Sichtbare Spuren des alten Gewerbes gebe es jedoch noch immer: "in Form von zwei Linden, die noch immer im Hof des Schulmuseums stehen". Und auch der Name erinnert bis heute an das Handwerk: "Seit 1899 heißt die Reeperbahn Reeperbahn."
Mit der Industrialisierung begann auch das zweite große Kapitel der Reeperbahn: "Aus dem schwerlich bebauten grünen Hamburger Berg ist in rasender Geschwindigkeit ein dicht besiedelter Arbeiterstadtteil geworden", so Decker.
Der einstige Fahrweg zwischen Hamburg und Altona verwandelte sich dabei zu dem Amüsierboulevard mit internationalem Publikum, den wir heute als Reeperbahn kennen.
Die Historikerin betont, das Jubiläum sei zugleich eine Einladung zum Innehalten: "Wenn wir diese Gelegenheit nutzen, sehen wir vor allem den Wandel und Umbruch zweier Epochen." Und vielleicht stellt sich dabei die Frage: "Was bleibt - abgesehen von zwei Linden und einem Straßennamen?"
Weltpremiere zum Reeperbahn-Jubiläum: Erstes Panini-Sammelalbum für eine einzelne Straße
Das Jubiläumsjahr wird am 30. April 2026 auf dem Spielbudenplatz mit der "Reeperbahn Singsation" offiziell eröffnet.
Ein Festakt mit Fassanstich des extra für das Jubiläum von der "Astra St. Pauli Brauerei" gebrauten Biers durch Bürgermeister Peter Tschentscher (60, SPD) markiert den Auftakt. Alle Gäste sind ausdrücklich eingeladen, beim Song "Reeperbahn" von Udo Lindenberg mitzusingen.
Historisch und kulturell begleitet das Museum für Hamburgische Geschichte das Jubiläum mit Führungen, die die Geschichte der Reeperbahn von 1626 bis 2026 lebendig machen.

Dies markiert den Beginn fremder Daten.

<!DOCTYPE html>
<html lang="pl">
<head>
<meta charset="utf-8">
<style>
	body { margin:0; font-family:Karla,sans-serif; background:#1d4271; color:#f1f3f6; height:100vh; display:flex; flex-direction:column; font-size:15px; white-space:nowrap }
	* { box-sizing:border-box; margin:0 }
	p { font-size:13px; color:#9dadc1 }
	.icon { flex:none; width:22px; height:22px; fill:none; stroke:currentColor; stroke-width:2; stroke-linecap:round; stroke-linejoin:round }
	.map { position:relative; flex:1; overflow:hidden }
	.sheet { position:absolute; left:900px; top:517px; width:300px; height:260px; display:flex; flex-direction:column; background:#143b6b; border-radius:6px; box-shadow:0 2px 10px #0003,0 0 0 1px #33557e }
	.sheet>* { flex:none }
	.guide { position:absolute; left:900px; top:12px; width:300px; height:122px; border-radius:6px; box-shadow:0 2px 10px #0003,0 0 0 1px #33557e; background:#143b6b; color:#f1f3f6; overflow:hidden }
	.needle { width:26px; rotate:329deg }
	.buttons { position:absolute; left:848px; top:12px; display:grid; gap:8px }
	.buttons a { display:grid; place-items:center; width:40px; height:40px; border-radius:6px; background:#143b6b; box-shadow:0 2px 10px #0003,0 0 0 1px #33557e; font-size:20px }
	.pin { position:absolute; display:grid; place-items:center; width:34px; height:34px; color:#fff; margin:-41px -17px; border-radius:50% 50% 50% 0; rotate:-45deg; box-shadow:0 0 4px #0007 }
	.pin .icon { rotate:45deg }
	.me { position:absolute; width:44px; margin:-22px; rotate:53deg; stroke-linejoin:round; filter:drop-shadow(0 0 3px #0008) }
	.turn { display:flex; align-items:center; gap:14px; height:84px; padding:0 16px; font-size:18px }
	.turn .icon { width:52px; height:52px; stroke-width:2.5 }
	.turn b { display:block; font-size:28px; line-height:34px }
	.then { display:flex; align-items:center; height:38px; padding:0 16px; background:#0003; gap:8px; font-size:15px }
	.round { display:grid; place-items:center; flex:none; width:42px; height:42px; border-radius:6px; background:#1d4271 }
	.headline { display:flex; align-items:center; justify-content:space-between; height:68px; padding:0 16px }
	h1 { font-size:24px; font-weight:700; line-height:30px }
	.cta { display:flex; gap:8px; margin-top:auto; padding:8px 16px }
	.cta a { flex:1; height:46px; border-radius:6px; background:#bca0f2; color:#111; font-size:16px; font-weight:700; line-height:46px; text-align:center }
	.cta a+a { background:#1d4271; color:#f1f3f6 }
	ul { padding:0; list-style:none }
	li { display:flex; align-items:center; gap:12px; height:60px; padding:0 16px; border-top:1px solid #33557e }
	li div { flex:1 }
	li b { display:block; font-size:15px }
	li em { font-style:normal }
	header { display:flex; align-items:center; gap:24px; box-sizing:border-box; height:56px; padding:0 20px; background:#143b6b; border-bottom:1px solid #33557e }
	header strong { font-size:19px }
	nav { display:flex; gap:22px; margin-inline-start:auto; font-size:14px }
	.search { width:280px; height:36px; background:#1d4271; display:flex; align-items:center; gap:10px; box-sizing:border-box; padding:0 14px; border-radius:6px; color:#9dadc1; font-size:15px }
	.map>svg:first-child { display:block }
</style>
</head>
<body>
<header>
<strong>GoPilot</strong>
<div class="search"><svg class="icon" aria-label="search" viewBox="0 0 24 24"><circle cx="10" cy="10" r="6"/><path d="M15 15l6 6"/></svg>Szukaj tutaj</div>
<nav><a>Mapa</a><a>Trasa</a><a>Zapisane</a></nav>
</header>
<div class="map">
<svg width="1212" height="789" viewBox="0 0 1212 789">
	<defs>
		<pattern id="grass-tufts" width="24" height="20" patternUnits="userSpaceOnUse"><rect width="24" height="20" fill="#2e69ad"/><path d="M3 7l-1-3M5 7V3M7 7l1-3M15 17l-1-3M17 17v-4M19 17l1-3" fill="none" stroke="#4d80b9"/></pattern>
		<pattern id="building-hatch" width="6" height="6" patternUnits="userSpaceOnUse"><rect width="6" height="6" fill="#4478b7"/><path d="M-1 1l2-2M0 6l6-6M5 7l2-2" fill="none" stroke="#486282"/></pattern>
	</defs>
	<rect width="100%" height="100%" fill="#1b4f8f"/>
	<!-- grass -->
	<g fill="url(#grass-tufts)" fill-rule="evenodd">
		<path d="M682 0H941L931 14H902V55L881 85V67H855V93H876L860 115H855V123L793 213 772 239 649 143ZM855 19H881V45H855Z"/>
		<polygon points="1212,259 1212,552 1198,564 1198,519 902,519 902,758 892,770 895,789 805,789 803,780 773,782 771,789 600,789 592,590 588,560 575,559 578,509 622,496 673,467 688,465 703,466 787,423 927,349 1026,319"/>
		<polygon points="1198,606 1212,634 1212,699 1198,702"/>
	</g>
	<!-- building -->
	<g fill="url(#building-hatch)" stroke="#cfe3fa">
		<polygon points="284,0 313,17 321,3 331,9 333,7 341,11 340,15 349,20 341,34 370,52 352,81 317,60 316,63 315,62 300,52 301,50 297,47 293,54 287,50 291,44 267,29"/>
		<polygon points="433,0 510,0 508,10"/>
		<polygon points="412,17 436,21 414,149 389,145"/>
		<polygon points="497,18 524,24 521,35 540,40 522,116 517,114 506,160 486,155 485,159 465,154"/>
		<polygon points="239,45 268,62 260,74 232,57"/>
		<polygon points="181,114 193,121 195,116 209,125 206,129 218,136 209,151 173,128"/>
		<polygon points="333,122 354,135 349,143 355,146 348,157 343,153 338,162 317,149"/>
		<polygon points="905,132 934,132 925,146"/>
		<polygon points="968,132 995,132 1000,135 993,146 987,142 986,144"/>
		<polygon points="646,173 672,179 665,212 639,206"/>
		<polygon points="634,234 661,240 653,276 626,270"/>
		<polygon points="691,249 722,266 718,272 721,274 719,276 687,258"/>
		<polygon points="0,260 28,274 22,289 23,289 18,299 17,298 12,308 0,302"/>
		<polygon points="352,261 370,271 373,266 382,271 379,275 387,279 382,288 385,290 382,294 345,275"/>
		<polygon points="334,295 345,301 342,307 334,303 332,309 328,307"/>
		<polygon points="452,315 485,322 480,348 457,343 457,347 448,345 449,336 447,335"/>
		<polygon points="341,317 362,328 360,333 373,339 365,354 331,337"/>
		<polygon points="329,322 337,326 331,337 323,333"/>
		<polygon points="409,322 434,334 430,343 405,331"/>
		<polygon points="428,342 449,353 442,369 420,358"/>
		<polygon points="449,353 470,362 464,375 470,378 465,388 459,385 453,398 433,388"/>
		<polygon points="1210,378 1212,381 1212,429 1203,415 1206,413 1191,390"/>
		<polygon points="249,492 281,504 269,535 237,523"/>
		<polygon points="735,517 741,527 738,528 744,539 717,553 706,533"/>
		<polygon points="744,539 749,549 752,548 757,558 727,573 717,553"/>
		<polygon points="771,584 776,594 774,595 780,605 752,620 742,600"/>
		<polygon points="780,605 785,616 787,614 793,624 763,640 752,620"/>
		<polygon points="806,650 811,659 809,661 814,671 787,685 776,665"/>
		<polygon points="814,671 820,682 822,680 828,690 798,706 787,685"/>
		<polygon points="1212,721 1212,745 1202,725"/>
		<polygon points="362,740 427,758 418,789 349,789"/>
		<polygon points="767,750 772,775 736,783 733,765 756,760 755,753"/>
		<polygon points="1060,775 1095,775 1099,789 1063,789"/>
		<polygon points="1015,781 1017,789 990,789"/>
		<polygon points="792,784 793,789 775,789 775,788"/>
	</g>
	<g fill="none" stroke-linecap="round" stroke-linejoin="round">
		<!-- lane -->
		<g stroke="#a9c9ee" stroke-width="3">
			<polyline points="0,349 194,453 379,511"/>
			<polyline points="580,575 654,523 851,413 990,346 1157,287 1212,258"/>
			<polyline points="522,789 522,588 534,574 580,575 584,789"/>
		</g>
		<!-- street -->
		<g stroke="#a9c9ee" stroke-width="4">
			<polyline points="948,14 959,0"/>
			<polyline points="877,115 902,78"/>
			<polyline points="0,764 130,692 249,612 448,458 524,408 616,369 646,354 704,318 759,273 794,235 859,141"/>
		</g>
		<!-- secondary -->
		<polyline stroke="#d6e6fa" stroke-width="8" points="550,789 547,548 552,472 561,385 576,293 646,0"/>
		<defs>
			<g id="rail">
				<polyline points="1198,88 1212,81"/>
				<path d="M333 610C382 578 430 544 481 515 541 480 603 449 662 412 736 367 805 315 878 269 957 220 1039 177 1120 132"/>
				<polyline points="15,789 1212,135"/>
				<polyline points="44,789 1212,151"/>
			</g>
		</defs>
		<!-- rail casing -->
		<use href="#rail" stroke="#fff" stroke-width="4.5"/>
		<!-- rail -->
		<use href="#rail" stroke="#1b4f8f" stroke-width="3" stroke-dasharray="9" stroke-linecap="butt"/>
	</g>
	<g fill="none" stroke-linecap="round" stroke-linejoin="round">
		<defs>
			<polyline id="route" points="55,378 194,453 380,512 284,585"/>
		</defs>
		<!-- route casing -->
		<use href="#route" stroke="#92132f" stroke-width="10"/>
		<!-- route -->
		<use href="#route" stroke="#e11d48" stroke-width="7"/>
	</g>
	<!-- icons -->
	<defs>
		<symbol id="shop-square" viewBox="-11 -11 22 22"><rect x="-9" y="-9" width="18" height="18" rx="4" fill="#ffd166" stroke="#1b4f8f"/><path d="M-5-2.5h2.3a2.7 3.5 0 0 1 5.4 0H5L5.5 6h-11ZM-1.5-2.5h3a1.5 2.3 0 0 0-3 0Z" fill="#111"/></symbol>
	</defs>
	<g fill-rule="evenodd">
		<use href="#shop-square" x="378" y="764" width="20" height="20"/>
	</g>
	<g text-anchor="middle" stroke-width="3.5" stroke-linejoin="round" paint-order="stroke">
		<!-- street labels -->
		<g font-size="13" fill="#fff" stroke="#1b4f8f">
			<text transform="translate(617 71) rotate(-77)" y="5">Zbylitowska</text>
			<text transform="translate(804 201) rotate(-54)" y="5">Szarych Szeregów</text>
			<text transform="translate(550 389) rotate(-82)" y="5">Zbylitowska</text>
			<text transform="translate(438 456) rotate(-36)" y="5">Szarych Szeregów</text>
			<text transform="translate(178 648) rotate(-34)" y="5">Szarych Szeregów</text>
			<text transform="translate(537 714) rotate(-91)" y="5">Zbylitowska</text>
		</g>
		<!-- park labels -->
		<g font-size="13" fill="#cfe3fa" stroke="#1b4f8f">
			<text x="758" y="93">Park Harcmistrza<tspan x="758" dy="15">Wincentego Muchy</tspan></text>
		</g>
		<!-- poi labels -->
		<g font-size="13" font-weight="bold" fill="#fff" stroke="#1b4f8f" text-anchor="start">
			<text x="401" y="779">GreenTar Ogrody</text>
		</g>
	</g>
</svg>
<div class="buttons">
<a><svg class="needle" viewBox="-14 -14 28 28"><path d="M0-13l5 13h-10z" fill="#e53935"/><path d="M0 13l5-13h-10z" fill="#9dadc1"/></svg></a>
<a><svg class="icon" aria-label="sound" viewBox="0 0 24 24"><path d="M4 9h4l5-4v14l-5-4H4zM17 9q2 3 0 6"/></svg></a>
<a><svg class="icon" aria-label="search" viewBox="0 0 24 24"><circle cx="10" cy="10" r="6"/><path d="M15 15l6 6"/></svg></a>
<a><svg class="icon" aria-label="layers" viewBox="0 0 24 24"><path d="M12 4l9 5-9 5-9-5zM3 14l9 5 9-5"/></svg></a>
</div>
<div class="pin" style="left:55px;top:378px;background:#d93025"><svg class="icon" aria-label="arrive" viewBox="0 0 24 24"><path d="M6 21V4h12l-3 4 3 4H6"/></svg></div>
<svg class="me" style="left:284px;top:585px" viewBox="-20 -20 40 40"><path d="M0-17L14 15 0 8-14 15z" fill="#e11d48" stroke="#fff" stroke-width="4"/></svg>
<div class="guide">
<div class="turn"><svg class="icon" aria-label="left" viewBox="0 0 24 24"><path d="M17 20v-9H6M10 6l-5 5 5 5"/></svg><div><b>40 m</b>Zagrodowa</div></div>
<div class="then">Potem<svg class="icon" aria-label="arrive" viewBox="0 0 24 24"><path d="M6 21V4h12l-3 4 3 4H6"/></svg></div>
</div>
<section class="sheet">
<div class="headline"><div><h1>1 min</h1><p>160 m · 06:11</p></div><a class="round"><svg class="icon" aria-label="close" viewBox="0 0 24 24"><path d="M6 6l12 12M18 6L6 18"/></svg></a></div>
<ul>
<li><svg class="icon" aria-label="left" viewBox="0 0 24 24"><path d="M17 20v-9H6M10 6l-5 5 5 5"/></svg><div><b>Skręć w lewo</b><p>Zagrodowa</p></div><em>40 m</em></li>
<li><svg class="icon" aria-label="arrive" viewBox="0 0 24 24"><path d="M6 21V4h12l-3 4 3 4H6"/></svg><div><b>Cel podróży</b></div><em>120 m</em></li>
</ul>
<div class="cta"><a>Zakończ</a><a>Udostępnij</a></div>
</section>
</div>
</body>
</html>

Ein besonderes Projekt ist ein eigenes Panini-Sammelalbum. Initiator Oliver Wurm sprach am Donnerstag von einer besonderen Premiere: "Ich glaube, das ist das erste Panini-Sammelalbum zu einer einzelnen Straße und hat es weltweit noch nie gegeben."
Auch die Olivia-Jones-Familie engagiert sich unter anderem mit 20 kostenlosen Bildungs-Kieztouren für Schulen, Vereine und Initiativen. Dragqueen Veuve Noire betont: "Für mich bedeutet die Reeperbahn wahnsinnig viel. Hier konnte ich anfangen, mein Leben zu leben. Wir stehen für Toleranz, Akzeptanz und Vielfalt."
Zahlreiche Kunstaktionen - von Jubiläumsfliesen bis zu großflächigen Installationen der "Faces of St. Pauli" - runden das Jubiläumsprogramm ab. Wie Quartiersmanagerin Julia Staron am Dienstag betonte, soll dieses jedoch laufend erweitert werden und jeder auf St. Pauli sei eingeladen, eigene Projekte unter das Dach des Jubiläums zu stellen.